L’European Specialist Sports Nutrition Alliance ( ESSNA ), negli ultimi cinque anni, nell’ambito dei suoi sforzi per garantire la sicurezza dei consumatori e proteggere l’integrità del settore, ha affrontato 406 casi di prodotti sportivi non conformi, come quelli che traggono in inganno i consumatori o includere sostanze dopanti vietate. Il lavoro fa parte della campagna dell’ESNA per sradicare i prodotti nutrizionali sportivi che non rispettano le regole e i regolamenti messi in atto per la protezione dei consumatori.

Dal lancio della campagna di enforcement nel 2013, ESSNA ha collaborato con varie parti interessate e autorità preposte all’applicazione delle normative per sviluppare quadri, linee guida e sistemi di reporting in grado di “presidiare” con successo l’industria.

Delle 406 segnalazioni che sono state segnalate all’ESNA, 66 casi sono stati risolti in modo informale come risultato diretto dell’ESNA a contatto con la società incriminata, con 16 di coloro che si impegnano a rietichettare o riformulare il prodotto in linea con il diritto dell’UE.

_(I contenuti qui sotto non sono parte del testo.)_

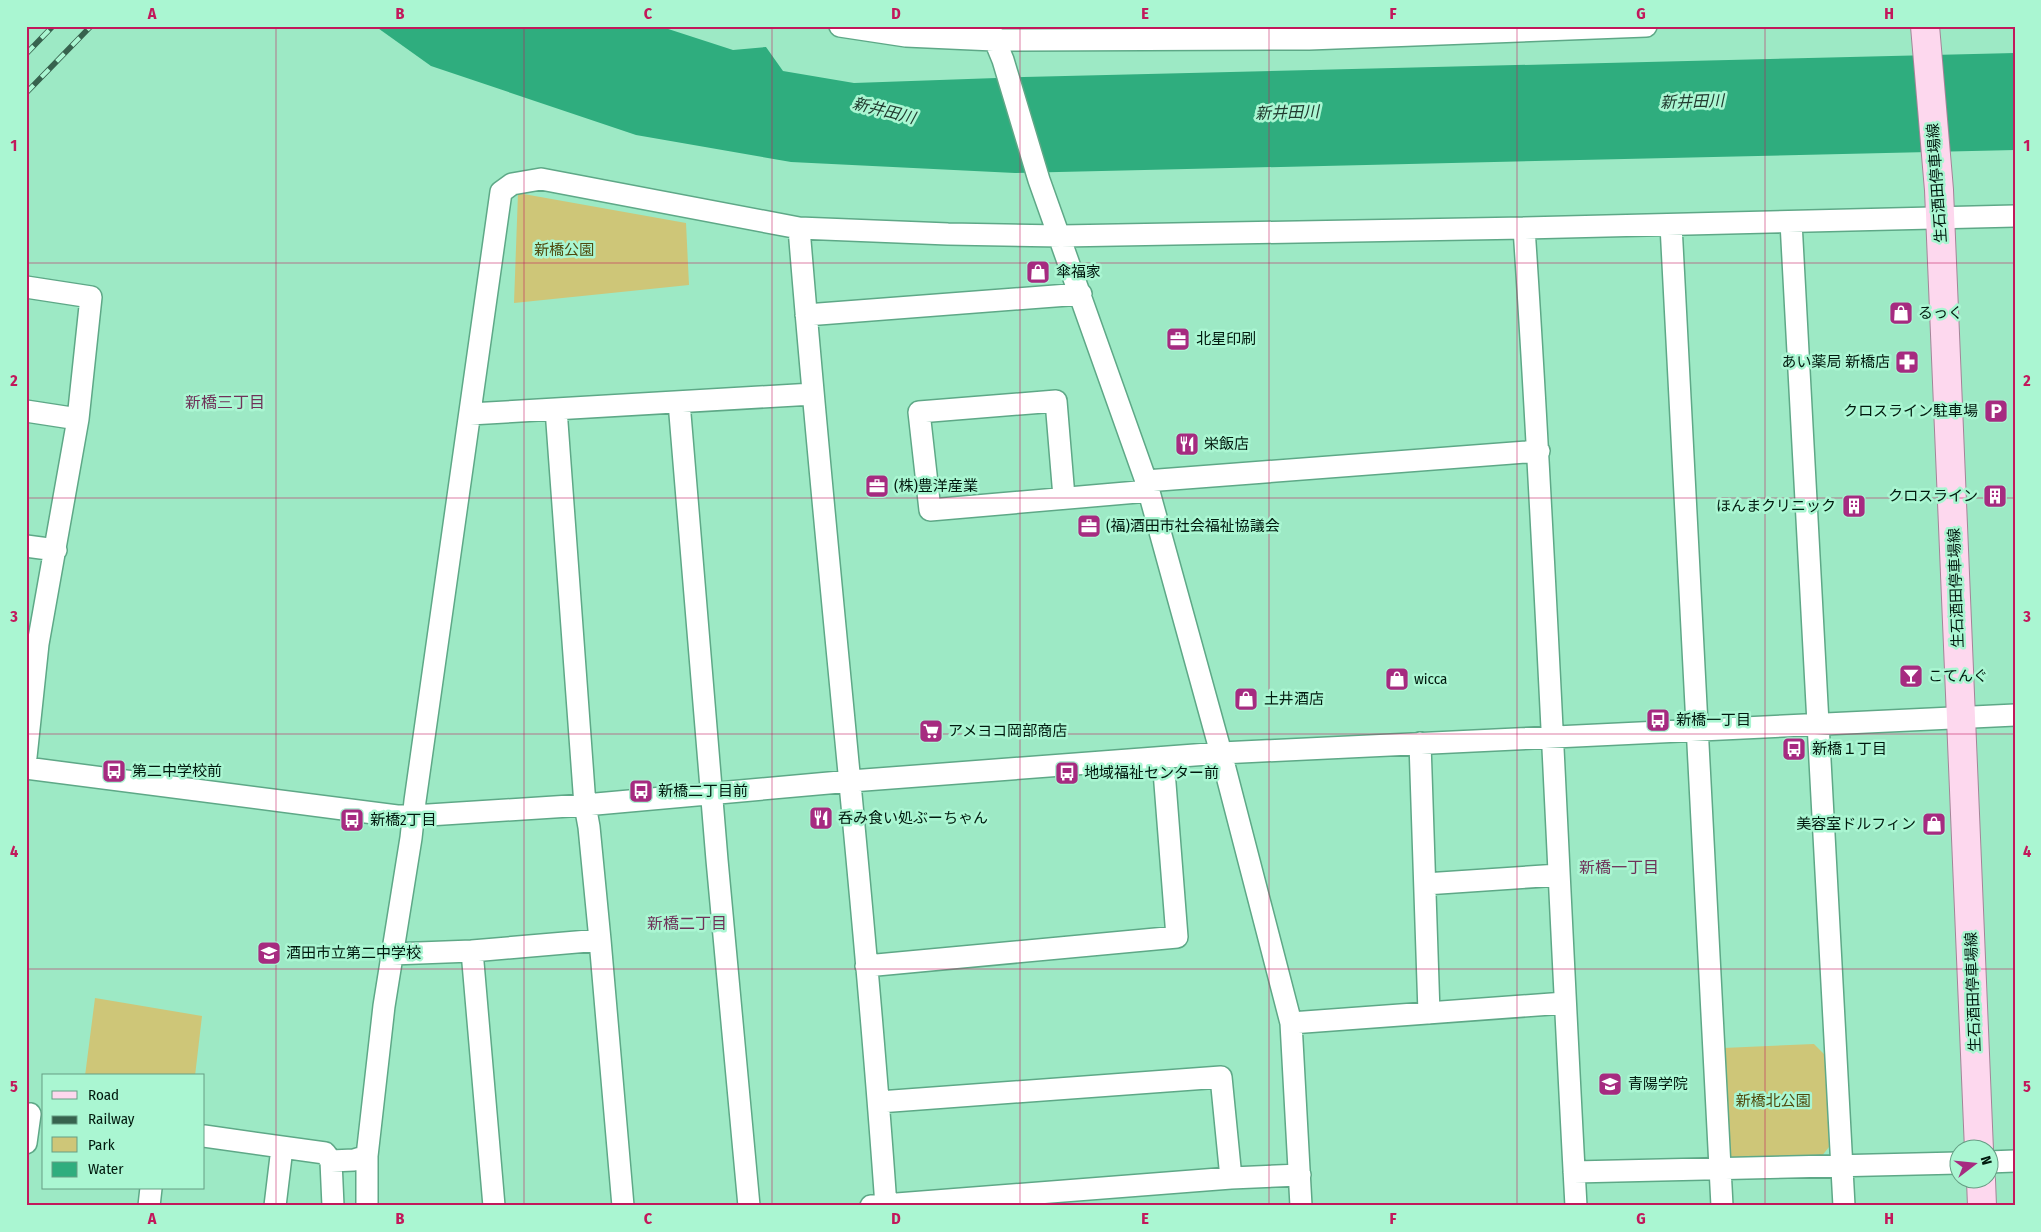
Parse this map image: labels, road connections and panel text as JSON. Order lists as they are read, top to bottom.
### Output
{
  "streets": {
    "main road": ["生石酒田停車場線"]
  },
  "districts": ["新橋三丁目", "新橋一丁目", "新橋二丁目"],
  "water": ["新井田川"],
  "parks": ["新橋公園", "新橋北公園"],
  "places": {
    "shop": [
      "傘福家",
      "るっく",
      "wicca",
      "土井酒店",
      "美容室ドルフィン"
    ],
    "office": ["北星印刷", "(株)豊洋産業", "(福)酒田市社会福祉協議会"],
    "pharmacy": ["あい薬局 新橋店"],
    "parking": ["クロスライン駐車場"],
    "restaurant": ["栄飯店", "呑み食い処ぶーちゃん"],
    "building": ["クロスライン", "ほんまクリニック"],
    "bar": ["こてんぐ"],
    "bus stop": [
      "新橋一丁目",
      "新橋１丁目",
      "第二中学校前",
      "地域福祉センター前",
      "新橋二丁目前",
      "新橋2丁目"
    ],
    "supermarket": ["アメヨコ岡部商店"],
    "school or university": ["酒田市立第二中学校", "青陽学院"]
  },
  "legend": [
    "Road",
    "Railway",
    "Park",
    "Water"
  ],
  "north": "right",
  "grid": {
    "columns": [
      "A",
      "B",
      "C",
      "D",
      "E",
      "F",
      "G",
      "H"
    ],
    "rows": [
      "1",
      "2",
      "3",
      "4",
      "5"
    ]
  }
}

26 ha accettato di ritirare completamente il prodotto in questione dal mercato. 86 casi sono stati inoltrati alle autorità competenti, tra cui l’Agenzia britannica per gli standard alimentari e l’Agenzia di regolamentazione dei medicinali e dei prodotti sanitari, il Ministero della salute italiano, l’Autorità portoghese per la sicurezza economica e alimentare e l’Autorità olandese per la sicurezza dei prodotti alimentari e dei consumatori , tra molti altri. Gli avvisi rimanenti sono attualmente in fase di elaborazione.

Come parte di questa campagna, ESSNA esorta chiunque possa essere a conoscenza di attività illegali da parte delle organizzazioni per la nutrizione sportiva a fare un passo avanti e segnalarle.

I prodotti possono essere segnalati tramite un modulo dedicato sul sito web di ESSNA , che consente alle persone di portare inosservata in modo anonimo attività non conformi che si svolgono ovunque in Europa.

Ha anche lanciato una pagina Facebook per incoraggiare i consumatori a segnalare i prodotti che incontrano sulla piattaforma dei social media, che vede ogni giorno un alto numero di vendite di prodotti per la nutrizione sportiva.

L’ESSNA è la voce dell’industria della nutrizione sportiva ed è in dialogo con i legislatori e i responsabili politici, facendo campagne a favore di una legislazione UE proporzionata che protegga i consumatori e non influenzi negativamente l’industria. L’ESSNA collabora anche con le autorità e altre associazioni di categoria nel settore alimentare per monitorare e segnalare le società irresponsabili che infrangono la normativa dell’UE e possono mettere i consumatori a rischio potenziale da prodotti pericolosi.